→ EXERCISE REQUIREMENTS:
Could you say how many lines in the entries contain the string "Théodore"? Give only that number.

━━━━━━━━━━━━━━━━━━━━

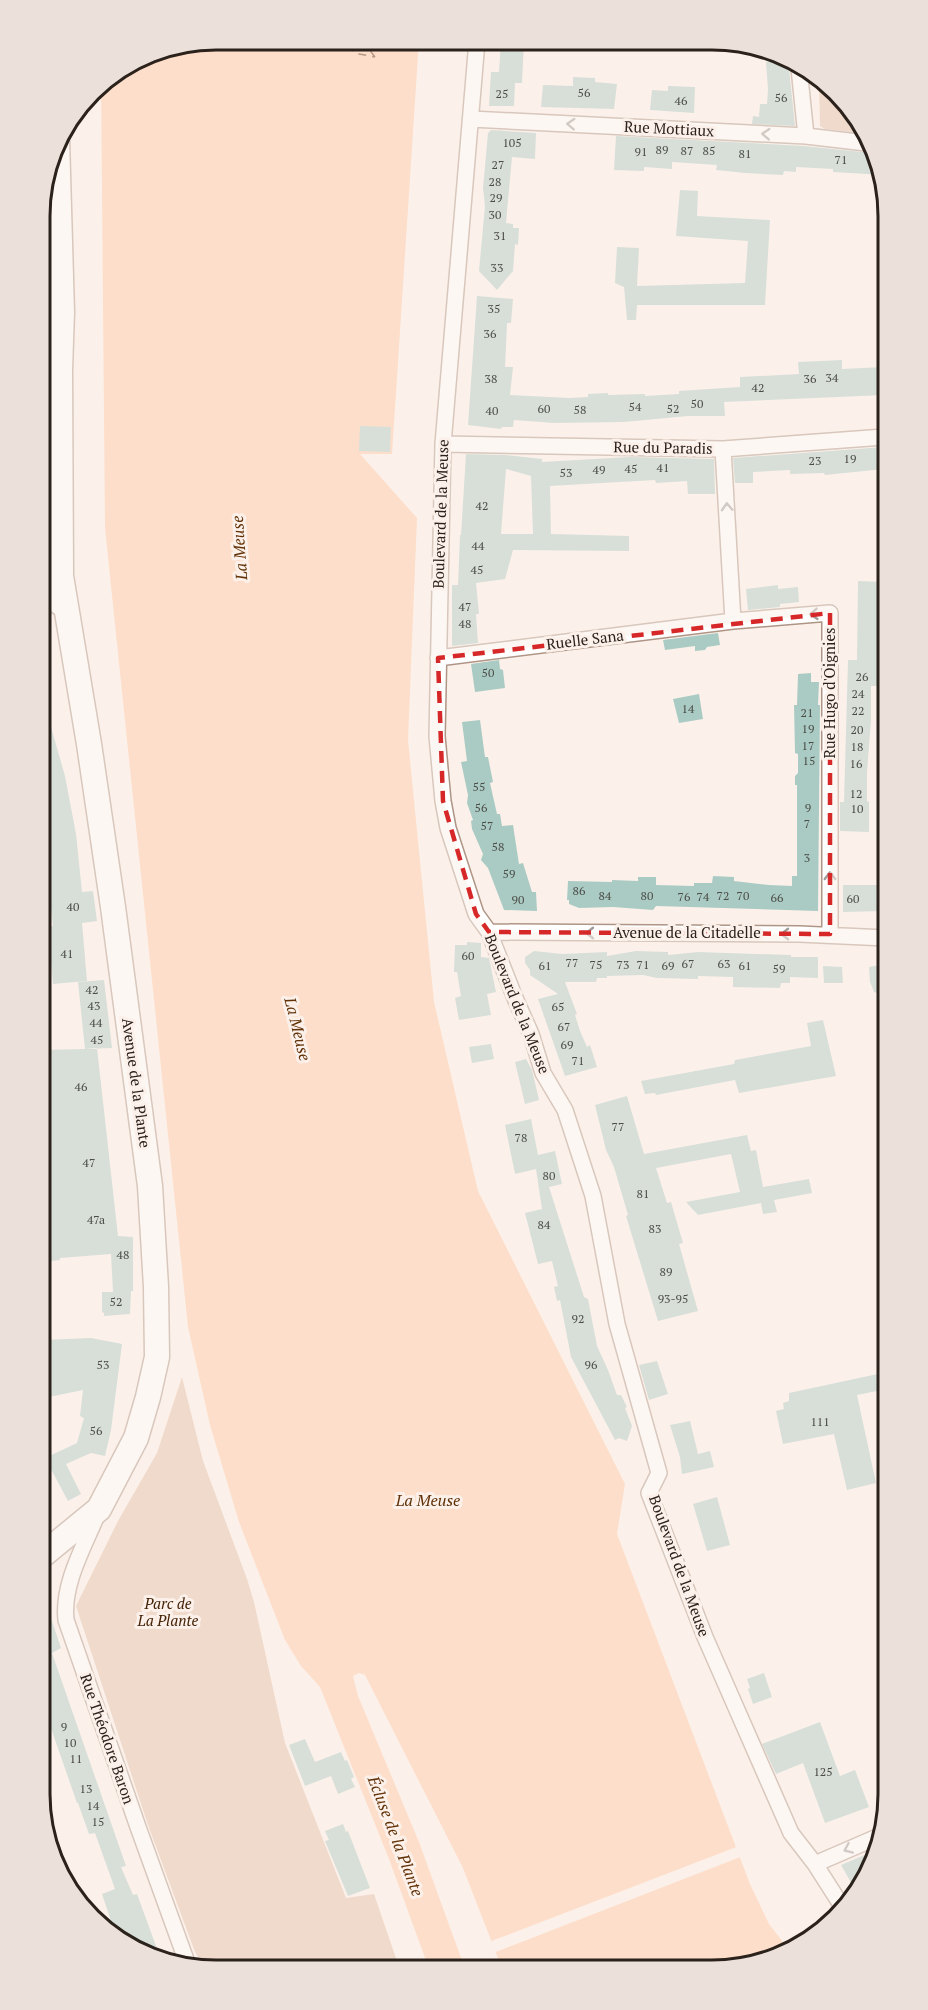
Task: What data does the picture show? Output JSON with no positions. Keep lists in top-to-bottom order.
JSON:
{
  "streets": {
    "main road": ["Avenue de la Plante"],
    "street": [
      "Rue Mottiaux",
      "Rue du Paradis",
      "Boulevard de la Meuse",
      "Ruelle Sana",
      "Rue Hugo d'Oignies",
      "Avenue de la Citadelle",
      "Rue Théodore Baron"
    ]
  },
  "crossings": [
    ["Rue Mottiaux", "Boulevard de la Meuse"],
    ["Rue du Paradis", "Boulevard de la Meuse"],
    ["Boulevard de la Meuse", "Ruelle Sana"],
    ["Boulevard de la Meuse", "Avenue de la Citadelle"],
    ["Ruelle Sana", "Rue Hugo d'Oignies"],
    ["Rue Hugo d'Oignies", "Avenue de la Citadelle"],
    ["Avenue de la Plante", "Rue Théodore Baron"]
  ],
  "one_way": ["Rue Mottiaux", "Avenue de la Citadelle"],
  "water": ["La Meuse", "Écluse de la Plante"],
  "parks": ["Parc de La Plante"],
  "house_numbers": [
    "56",
    "25",
    "56",
    "46",
    "105",
    "89",
    "87",
    "85",
    "91",
    "81",
    "71",
    "27",
    "28",
    "29",
    "30",
    "31",
    "33",
    "35",
    "36",
    "34",
    "38",
    "36",
    "42",
    "50",
    "54",
    "60",
    "52",
    "58",
    "40",
    "19",
    "23",
    "41",
    "45",
    "49",
    "53",
    "42",
    "44",
    "45",
    "47",
    "48",
    "50",
    "26",
    "24",
    "14",
    "22",
    "21",
    "19",
    "20",
    "17",
    "18",
    "15",
    "16",
    "55",
    "12",
    "56",
    "9",
    "10",
    "7",
    "57",
    "58",
    "3",
    "59",
    "86",
    "84",
    "80",
    "72",
    "70",
    "76",
    "74",
    "66",
    "60",
    "90",
    "40",
    "41",
    "60",
    "77",
    "67",
    "63",
    "75",
    "73",
    "71",
    "61",
    "69",
    "61",
    "59",
    "42",
    "43",
    "65",
    "44",
    "67",
    "45",
    "69",
    "71",
    "46",
    "77",
    "78",
    "47",
    "80",
    "81",
    "47a",
    "84",
    "83",
    "48",
    "89",
    "93-95",
    "52",
    "92",
    "53",
    "96",
    "111",
    "56",
    "9",
    "10",
    "11",
    "125",
    "13",
    "14",
    "15"
  ]
}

━━━━━━━━━━━━━━━━━━━━

→ PROBLEM SOLUTION:
2